Tomás ajeitou-se na poltrona e espreitou pela janela, como se procurasse orientar-se.
"Estou um pouco confuso", disse.
"Porquê?"
"Considerando o contributo dos combustíveis fósseis para o aquecimento global, o fim do petróleo deveria ser uma coisa boa, não é?"
"Deveria ser, e é."
"Ah, sim? Mas de que nos serve travar o aquecimento do planeta se, com o fim do petróleo, a nossa civilização for destruída e voltarmos todos à Idade Média?"
"O fim do petróleo ajuda a pôr termo à tendência de aquecimento global, e isso é indubitavelmente bom. Embora seja preciso sublinhar que os efeitos da cessação de emissões de carbono só se farão sentir ao fim de umas décadas, devido à acção cumulativa do aquecimento, como já te expliquei. Mas todas as moedas têm duas faces e o preço de pôr fim às emissões de carbono poderá ser demasiado elevado para a nossa civilização."

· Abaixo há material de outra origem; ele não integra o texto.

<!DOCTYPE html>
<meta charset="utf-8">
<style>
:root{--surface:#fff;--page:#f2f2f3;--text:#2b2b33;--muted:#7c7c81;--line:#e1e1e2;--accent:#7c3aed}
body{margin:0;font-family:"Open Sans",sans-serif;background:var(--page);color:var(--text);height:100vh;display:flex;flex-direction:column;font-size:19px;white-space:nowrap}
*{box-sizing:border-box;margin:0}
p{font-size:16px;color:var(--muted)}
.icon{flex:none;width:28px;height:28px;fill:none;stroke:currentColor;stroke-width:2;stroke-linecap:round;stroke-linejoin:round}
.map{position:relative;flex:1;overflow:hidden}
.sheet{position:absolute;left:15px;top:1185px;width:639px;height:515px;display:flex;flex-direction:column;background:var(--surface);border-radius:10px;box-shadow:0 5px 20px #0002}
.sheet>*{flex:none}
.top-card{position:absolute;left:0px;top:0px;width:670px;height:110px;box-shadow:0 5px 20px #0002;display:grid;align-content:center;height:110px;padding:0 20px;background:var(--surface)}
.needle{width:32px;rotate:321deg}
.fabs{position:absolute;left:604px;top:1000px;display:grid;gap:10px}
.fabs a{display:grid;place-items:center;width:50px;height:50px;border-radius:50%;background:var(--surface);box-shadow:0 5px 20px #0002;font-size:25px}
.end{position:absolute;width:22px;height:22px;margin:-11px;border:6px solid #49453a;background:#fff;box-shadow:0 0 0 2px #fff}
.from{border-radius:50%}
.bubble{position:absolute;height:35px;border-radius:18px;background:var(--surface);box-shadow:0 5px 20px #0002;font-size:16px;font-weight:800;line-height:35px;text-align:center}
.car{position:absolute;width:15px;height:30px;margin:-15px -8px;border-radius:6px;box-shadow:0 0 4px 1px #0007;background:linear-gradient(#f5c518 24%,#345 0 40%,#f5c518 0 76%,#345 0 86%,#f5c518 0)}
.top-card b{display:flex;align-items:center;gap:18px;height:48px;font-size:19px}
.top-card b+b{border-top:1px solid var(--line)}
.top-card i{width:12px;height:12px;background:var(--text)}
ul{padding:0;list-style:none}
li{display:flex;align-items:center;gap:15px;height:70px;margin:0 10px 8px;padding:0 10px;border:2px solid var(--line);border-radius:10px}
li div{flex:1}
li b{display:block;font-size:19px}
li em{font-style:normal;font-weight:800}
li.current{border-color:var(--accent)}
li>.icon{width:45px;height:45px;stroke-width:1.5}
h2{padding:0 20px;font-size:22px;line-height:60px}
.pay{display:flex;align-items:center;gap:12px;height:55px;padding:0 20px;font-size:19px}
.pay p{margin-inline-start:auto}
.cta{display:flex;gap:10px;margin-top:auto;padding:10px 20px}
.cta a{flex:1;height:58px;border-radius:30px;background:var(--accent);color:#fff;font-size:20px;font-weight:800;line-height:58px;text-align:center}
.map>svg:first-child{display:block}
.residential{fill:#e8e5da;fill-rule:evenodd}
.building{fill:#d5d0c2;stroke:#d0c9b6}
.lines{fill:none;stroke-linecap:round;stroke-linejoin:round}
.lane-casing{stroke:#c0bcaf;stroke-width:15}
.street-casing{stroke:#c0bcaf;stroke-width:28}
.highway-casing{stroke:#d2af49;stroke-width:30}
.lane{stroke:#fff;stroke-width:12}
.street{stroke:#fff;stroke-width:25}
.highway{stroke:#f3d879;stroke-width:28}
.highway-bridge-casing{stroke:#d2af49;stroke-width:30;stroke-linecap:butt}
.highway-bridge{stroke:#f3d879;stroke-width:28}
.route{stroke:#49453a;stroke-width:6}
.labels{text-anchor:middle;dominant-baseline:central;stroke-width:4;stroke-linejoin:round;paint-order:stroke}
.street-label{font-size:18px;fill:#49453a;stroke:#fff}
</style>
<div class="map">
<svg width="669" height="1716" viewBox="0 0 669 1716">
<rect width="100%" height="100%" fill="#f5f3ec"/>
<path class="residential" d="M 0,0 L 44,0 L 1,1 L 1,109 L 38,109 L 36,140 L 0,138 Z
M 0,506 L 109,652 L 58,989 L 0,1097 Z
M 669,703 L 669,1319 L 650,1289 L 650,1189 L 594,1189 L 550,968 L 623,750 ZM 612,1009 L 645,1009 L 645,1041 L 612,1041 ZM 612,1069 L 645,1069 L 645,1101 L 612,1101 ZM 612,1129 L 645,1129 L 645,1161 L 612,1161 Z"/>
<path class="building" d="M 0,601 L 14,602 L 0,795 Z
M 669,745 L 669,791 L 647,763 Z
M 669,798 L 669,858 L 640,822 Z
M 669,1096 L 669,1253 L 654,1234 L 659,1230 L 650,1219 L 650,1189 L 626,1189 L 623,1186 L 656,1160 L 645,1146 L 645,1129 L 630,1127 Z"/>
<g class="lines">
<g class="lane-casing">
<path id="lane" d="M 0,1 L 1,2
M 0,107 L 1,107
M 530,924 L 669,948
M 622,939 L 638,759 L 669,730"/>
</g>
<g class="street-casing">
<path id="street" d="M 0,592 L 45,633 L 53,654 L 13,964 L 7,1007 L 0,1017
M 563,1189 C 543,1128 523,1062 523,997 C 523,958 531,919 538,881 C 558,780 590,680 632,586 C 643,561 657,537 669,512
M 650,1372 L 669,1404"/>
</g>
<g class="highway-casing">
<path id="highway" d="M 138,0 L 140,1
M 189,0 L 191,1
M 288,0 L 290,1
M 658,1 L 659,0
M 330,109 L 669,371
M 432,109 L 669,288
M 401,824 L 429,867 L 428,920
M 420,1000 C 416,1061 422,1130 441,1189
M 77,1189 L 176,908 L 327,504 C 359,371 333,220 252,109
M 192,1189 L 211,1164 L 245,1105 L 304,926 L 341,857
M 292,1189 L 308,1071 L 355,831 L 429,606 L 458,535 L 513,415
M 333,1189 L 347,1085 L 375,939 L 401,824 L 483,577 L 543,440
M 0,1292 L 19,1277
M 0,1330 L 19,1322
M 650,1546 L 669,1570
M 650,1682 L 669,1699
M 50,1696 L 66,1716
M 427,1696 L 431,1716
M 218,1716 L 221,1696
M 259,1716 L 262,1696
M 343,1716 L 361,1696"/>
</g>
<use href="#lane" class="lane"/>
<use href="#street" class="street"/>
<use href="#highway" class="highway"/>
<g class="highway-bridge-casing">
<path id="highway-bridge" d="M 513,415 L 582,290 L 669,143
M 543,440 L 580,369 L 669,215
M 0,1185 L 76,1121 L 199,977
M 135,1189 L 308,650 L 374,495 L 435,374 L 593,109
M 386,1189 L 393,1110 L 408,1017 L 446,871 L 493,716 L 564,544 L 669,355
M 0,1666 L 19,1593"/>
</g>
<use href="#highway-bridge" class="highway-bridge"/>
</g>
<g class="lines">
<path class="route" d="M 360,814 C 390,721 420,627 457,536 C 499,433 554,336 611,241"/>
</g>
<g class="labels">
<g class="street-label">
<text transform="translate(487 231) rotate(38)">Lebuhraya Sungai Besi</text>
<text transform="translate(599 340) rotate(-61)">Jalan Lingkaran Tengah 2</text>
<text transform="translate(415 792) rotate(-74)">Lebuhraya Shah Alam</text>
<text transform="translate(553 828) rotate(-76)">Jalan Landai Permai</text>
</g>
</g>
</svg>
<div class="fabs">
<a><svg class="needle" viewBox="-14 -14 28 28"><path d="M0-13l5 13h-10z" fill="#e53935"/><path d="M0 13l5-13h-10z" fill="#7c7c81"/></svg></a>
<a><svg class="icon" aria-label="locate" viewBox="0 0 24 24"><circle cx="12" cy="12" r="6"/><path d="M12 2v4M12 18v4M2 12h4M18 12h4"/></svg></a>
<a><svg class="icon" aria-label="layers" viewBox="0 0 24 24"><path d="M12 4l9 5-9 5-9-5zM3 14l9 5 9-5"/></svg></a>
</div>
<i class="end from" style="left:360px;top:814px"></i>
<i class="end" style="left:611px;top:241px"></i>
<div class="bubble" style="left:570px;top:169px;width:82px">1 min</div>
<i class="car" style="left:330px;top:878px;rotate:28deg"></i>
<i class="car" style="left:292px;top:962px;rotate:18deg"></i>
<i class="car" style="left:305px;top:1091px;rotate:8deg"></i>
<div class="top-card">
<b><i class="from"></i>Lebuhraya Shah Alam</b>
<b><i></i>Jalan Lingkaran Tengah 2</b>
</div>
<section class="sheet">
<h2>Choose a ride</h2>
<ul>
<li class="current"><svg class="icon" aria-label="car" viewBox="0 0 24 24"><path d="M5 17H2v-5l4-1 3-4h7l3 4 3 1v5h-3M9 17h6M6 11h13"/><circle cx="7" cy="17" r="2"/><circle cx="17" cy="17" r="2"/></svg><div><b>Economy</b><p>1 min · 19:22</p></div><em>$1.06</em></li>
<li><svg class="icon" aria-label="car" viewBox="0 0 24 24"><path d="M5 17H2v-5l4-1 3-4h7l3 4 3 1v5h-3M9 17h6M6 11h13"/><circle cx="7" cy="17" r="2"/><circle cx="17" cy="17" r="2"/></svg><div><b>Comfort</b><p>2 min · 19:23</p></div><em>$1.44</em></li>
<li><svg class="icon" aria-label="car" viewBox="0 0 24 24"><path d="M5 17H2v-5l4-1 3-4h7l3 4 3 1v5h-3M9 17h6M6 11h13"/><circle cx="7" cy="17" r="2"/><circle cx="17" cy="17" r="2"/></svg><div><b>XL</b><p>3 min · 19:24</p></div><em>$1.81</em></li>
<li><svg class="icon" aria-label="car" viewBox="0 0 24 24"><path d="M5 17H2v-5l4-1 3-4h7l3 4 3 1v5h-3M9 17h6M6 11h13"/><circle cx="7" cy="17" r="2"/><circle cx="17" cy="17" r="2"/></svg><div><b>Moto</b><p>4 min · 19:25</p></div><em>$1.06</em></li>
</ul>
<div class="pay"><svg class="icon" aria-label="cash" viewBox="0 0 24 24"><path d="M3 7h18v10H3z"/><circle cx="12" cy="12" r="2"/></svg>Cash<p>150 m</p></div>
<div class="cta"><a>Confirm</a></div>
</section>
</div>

"Então, o que podemos fazer?"
Filipe sorriu.
"Voltamos à pergunta do nosso grupinho em Quioto", observou. "Quando nos conhecemos no Japão, eu, o Howard, o Blanco e o James sabíamos que as emissões de combustíveis fósseis teriam de parar, sob pena de o planeta fritar no prazo de algumas décadas, mas o problema que se punha era justamente esse: qual a alternativa aos combustíveis fósseis? Sabíamos também que a indústria do petróleo movimenta imenso dinheiro e não tínhamos ilusões quanto à nossa impotência perante os gigantescos interesses que estavam em jogo. A situação é, pois, de grande delicadeza. Tal como as coisas se apresentam, o cenário diante de nós é verdadeiramente apocalíptico. Estamos perante a pior de todas as perspectivas. Por um lado, vemos a temperatura do planeta subir desmesuradamente, desencadeando fenómenos descontrolados. É possível que estejamos prestes a cruzar valores críticos 257
de temperatura, para além dos quais a Terra se torna um verdadeiro inferno. E, no mesmo momento em que isso acontece, a grande produção de petróleo irá decair bruscamente, sem aviso.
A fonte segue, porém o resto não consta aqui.